I am trying to run three different classes concurrently by using ThreadPoolExecutor
. But it seems it dataflow job not running concurrently and it is running each class one after the another. And also if I use max_worker
inside the ThreadPoolExecutor
, it is still scaling down to one worker once the dataflow starts running. I am not able to figure it out how can I modify the code so that it will run all the classes concurrently. I have used autoscaling_algorithm=NONE
as well while running the code using console. But it is showing unrecognized argument for the same.
import argparse
import apache_beam as beam
from apache_beam.options.pipeline_options import PipelineOptions
import concurrent.futures
class StudentId(beam.DoFn):
def process(self, element):
# code block for generating unique ids
pass
class ReadExcel(beam.DoFn):
def process(self, element, file_path):
# code block for reading Excel file
pass
class DqcP(beam.DoFn):
def process(self, element, bq_project, sid):
# code block for dqc_p function
pass
class DqcR(beam.DoFn):
def process(self, element, bq_project, sid):
# code block for dqc_r function
pass
def run_pipeline(pipeline):
return pipeline.run()
def run(argv=None):
parser = argparse.ArgumentParser()
parser.add_argument('--landing', required=True, type=str)
parser.add_argument('--BQ_project', required=True, type=str)
known_args, pipeline_args = parser.parse_known_args(argv)
pipeline_options = PipelineOptions(pipeline_args)
with beam.Pipeline(options=pipeline_options) as pipeline:
# Generate unique ids
sid = (pipeline | 'sid' >> beam.Create([None]) | 'sid_gen' >> beam.ParDo(StudentId()))
# Read reference Excel file
ref_excel = (pipeline | 'start reading' >> beam.Create([None])
| 'read ref excel' >> beam.ParDo(ReadExcel(), known_args.landing))
# Run DQC_P and DQC_R concurrently
with concurrent.futures.ThreadPoolExecutor() as executor:
# Submit DQC_P pipeline
dqc_p_future = executor.submit(run_pipeline, beam.Pipeline(options=pipeline_options))
dqc_p_pipeline = dqc_p_future.result()
dqc_p_result = (ref_excel | 'dqc_p' >> beam.ParDo(DqcP(), known_args.BQ_project, beam.pvalue.AsSingleton(sid)))
# Submit DQC_R pipeline
dqc_r_future = executor.submit(run_pipeline, beam.Pipeline(options=pipeline_options))
dqc_r_pipeline = dqc_r_future.result()
dqc_r_result = (ref_excel | 'dqc_r' >> beam.ParDo(DqcR(), known_args.BQ_project, beam.pvalue.AsSingleton(sid)))
# Wait for DQC_P and DQC_R pipelines to finish
dqc_p_result.pipeline.run()
dqc_r_result.pipeline.run()
if __name__ == '__main__':
run()
Your code won't work.
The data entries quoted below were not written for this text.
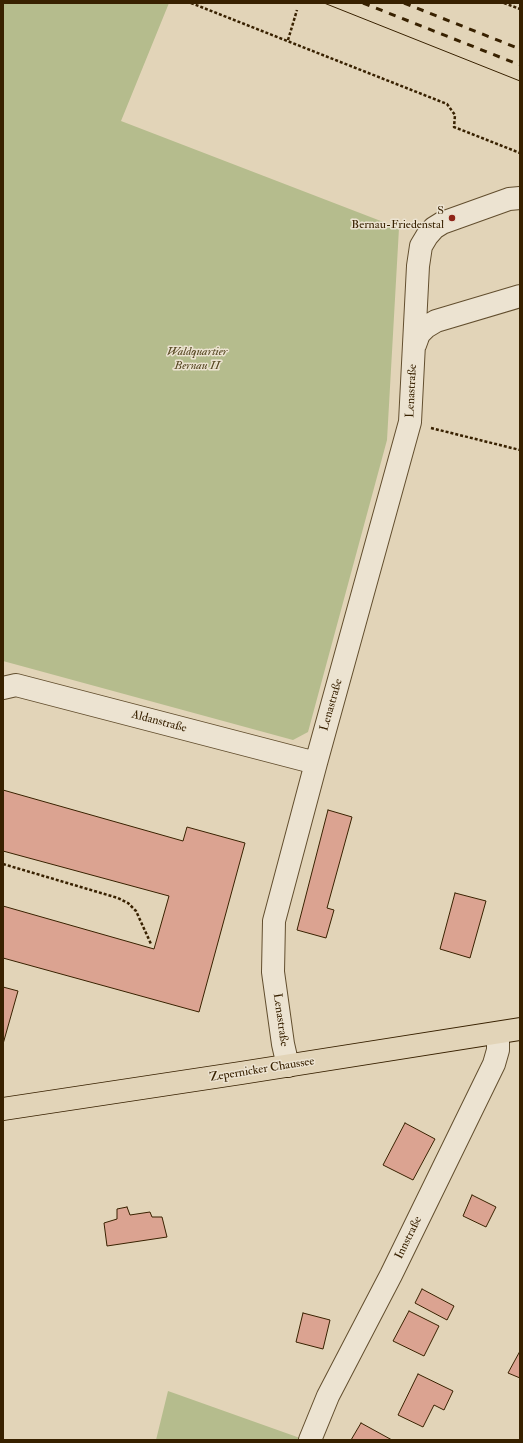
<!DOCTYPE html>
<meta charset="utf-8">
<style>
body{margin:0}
#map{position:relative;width:523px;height:1443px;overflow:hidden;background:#e2d4b8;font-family:"IM FELL Double Pica",serif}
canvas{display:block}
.frame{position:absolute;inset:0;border:4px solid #382100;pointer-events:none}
</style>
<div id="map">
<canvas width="523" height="1443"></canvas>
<div class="frame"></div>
</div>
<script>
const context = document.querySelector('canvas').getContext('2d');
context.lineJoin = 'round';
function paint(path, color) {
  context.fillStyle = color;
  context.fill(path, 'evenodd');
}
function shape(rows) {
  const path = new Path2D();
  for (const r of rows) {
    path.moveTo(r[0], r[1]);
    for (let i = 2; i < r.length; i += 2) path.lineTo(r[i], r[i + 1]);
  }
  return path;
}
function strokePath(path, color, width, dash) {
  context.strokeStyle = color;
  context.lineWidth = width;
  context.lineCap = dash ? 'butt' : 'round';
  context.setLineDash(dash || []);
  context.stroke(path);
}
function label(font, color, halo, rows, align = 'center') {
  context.font = font + ' "IM FELL Double Pica",serif';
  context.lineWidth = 3;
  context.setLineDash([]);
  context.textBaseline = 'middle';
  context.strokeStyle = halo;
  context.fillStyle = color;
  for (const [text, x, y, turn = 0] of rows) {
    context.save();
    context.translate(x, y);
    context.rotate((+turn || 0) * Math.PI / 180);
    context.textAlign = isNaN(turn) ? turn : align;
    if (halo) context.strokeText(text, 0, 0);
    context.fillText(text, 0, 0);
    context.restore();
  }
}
const green = shape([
 [3,3,169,3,121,121,399,228,387,440,308,732,293,740,3,661],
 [168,1391,300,1438,299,1440,156,1440]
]);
const building = shape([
 [3,790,183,841,187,827,245,843,199,1012,3,958,3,906,154,949,169,896,3,851,3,790],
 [328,810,352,817,327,908,334,910,326,938,297,930,328,810],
 [455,893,486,901,470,958,440,949,455,893],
 [3,987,18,991,3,1044,3,987],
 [405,1123,435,1139,413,1180,383,1165,405,1123],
 [472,1195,496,1207,486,1227,463,1216,472,1195],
 [127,1207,130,1215,150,1212,152,1217,162,1217,167,1237,107,1246,104,1223,117,1219,117,1209,127,1207],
 [422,1289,454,1306,447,1320,415,1303,422,1289],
 [409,1311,439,1326,424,1356,393,1341,409,1311],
 [303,1313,330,1320,323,1349,296,1342,303,1313],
 [520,1351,520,1378,508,1373,520,1351],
 [418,1374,453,1391,444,1410,434,1405,423,1427,398,1415,418,1374],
 [361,1423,392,1440,351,1440,361,1423]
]);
const path = shape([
 [191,3,447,104,455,115,454,127,520,153],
 [504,3,520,9],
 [288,40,297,10],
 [431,428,520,450],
 [3,864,118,898,128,903,136,911,151,944]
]);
const minor = shape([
 [415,345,419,334,426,327,436,321,520,296],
 [3,688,16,685,316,763],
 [288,1066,283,1044,273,972,274,921,316,763,410,422,418,266,421,246,427,236,434,228,442,223,509,199,520,198],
 [310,1440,328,1396,391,1275,494,1064,498,1050,498,1033]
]);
const major = shape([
 [3,1109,241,1073,520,1029]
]);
const tram = shape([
 [324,3,520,81]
]);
const rail = shape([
 [363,3,520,65],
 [404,3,520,49]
]);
const markers = [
 [452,218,4,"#8f2418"]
];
const poiNames = [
 ["S",444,211],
 ["Bernau-Friedenstal",444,225]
];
const parkNames = [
 ["Waldquartier",197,352],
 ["Bernau II",197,366]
];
const streetNames = [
 ["Lenastraße",412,391,-87],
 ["Lenastraße",332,705,-74],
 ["Aldanstraße",159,722,15],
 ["Lenastraße",280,1020,82],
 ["Zepernicker Chaussee",262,1070,-9],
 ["Innstraße",409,1238,-64]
];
paint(green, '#b5bc8d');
paint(building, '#dba391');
strokePath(building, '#382100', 1);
strokePath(minor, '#624e2e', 24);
strokePath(major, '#382100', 24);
strokePath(path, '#382100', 2.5, [3, 2]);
strokePath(minor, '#ece3d1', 22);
strokePath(major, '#e2d4b8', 22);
strokePath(tram, '#382100', 1);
strokePath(rail, '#382100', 3, [7, 7]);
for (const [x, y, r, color] of markers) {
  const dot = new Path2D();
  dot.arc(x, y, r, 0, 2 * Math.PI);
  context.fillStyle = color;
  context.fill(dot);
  strokePath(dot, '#ece3d1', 1.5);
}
label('12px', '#382100', '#ece3d1', poiNames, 'right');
label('italic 12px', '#574823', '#ece3d1', parkNames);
label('12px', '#382100', '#ece3d1', streetNames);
</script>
I do not know why you need concurrent.futures.ThreadPoolExecutor()
. Your code is supposed to define the entire pipeline and then submit it to Dataflow, which will be executed by many workers.
Your code should be changed to something like this:
with beam.Pipeline(options=pipeline_options) as pipeline:
# Generate unique ids
sid = (pipeline | 'sid' >> beam.Create([None]) | 'sid_gen' >> beam.ParDo(StudentId()))
# Read reference Excel file
ref_excel = (pipeline | 'start reading' >> beam.Create([None])
| 'read ref excel' >> beam.ParDo(ReadExcel(), known_args.landing))
ref_excel | 'dqc_p' >> beam.ParDo(DqcP(), known_args.BQ_project, beam.pvalue.AsSingleton(sid)))
ref_excel | 'dqc_r' >> beam.ParDo(DqcR(), known_args.BQ_project, beam.pvalue.AsSingleton(sid)))